» **Instructions to follow**: The whole listing below should be retyped exactly, without any images.

» **Exercise data**:
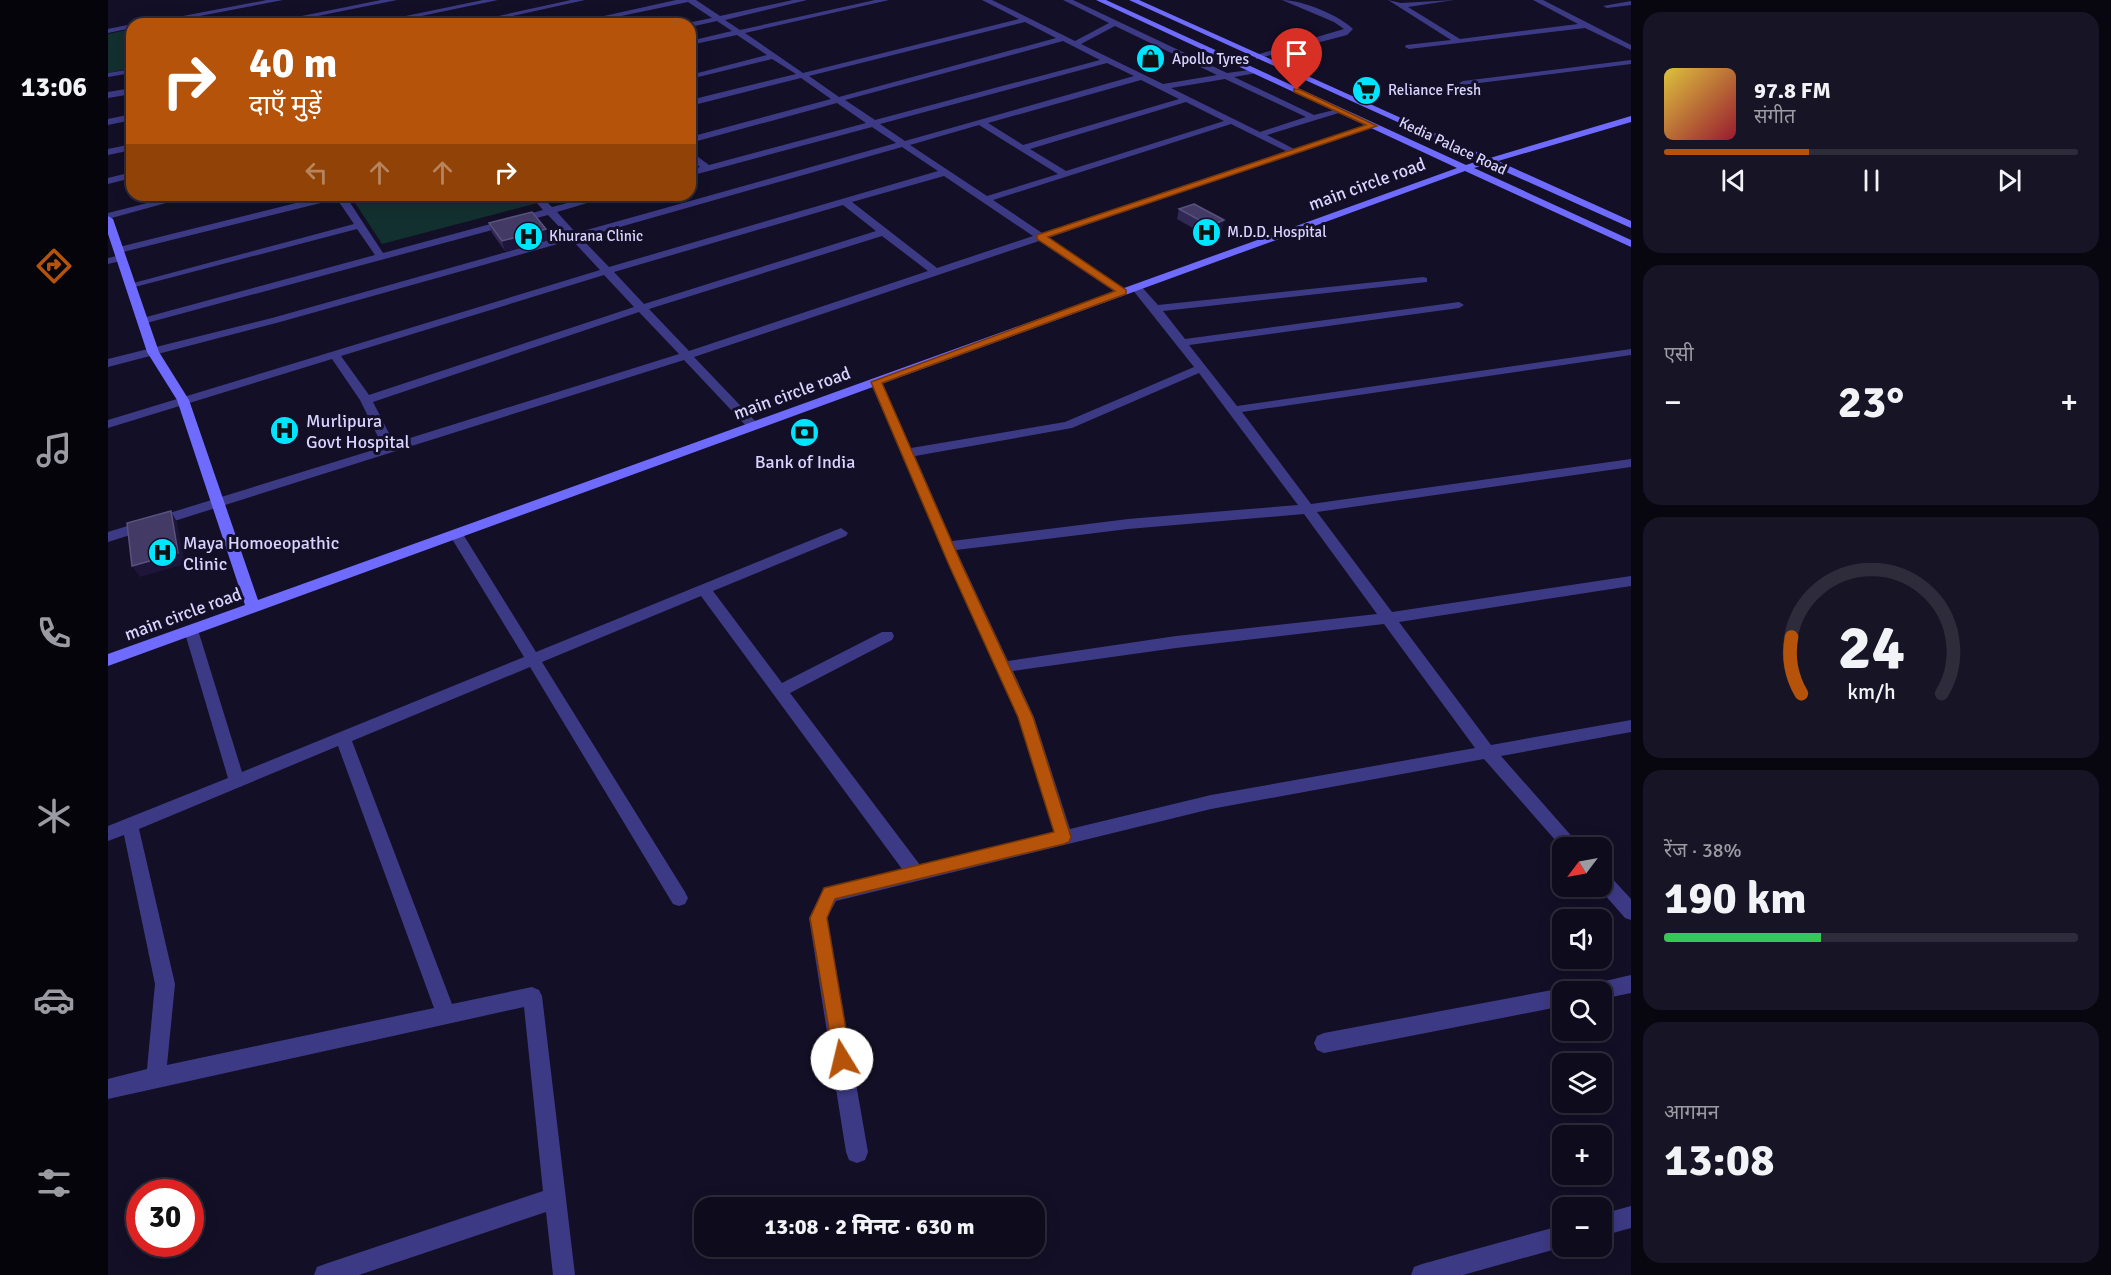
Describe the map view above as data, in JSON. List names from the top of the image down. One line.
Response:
{"streets":{"street":["Kedia Palace Road","main circle road"]},"crossings":[["Kedia Palace Road","main circle road"]],"places":{"shop":["Apollo Tyres"],"supermarket":["Reliance Fresh"],"hospital":["M.D.D. Hospital","Khurana Clinic","Murlipura Govt Hospital","Maya Homoeopathic Clinic"],"bank":["Bank of India"]},"north":"bottom left","page":{"tabs":"13:06","turn":["40 m","दाएँ मुड़ें"],"song":["97.8 FM","संगीत"],"tile":["एसी",["रेंज · 38%","190 km"],["आगमन","13:08"]],"heat":["−","23°","+"],"map_buttons":["+","−"],"limit":"30","trip":"13:08 · 2 मिनट · 630 m","gauge":["24","km/h"]}}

» **Result of this task**:
Describe the map view above as data, in JSON. List names from the top of the image down. One line.
Response:
{"streets":{"street":["Kedia Palace Road","main circle road"]},"crossings":[["Kedia Palace Road","main circle road"]],"places":{"shop":["Apollo Tyres"],"supermarket":["Reliance Fresh"],"hospital":["M.D.D. Hospital","Khurana Clinic","Murlipura Govt Hospital","Maya Homoeopathic Clinic"],"bank":["Bank of India"]},"north":"bottom left","page":{"tabs":"13:06","turn":["40 m","दाएँ मुड़ें"],"song":["97.8 FM","संगीत"],"tile":["एसी",["रेंज · 38%","190 km"],["आगमन","13:08"]],"heat":["−","23°","+"],"map_buttons":["+","−"],"limit":"30","trip":"13:08 · 2 मिनट · 630 m","gauge":["24","km/h"]}}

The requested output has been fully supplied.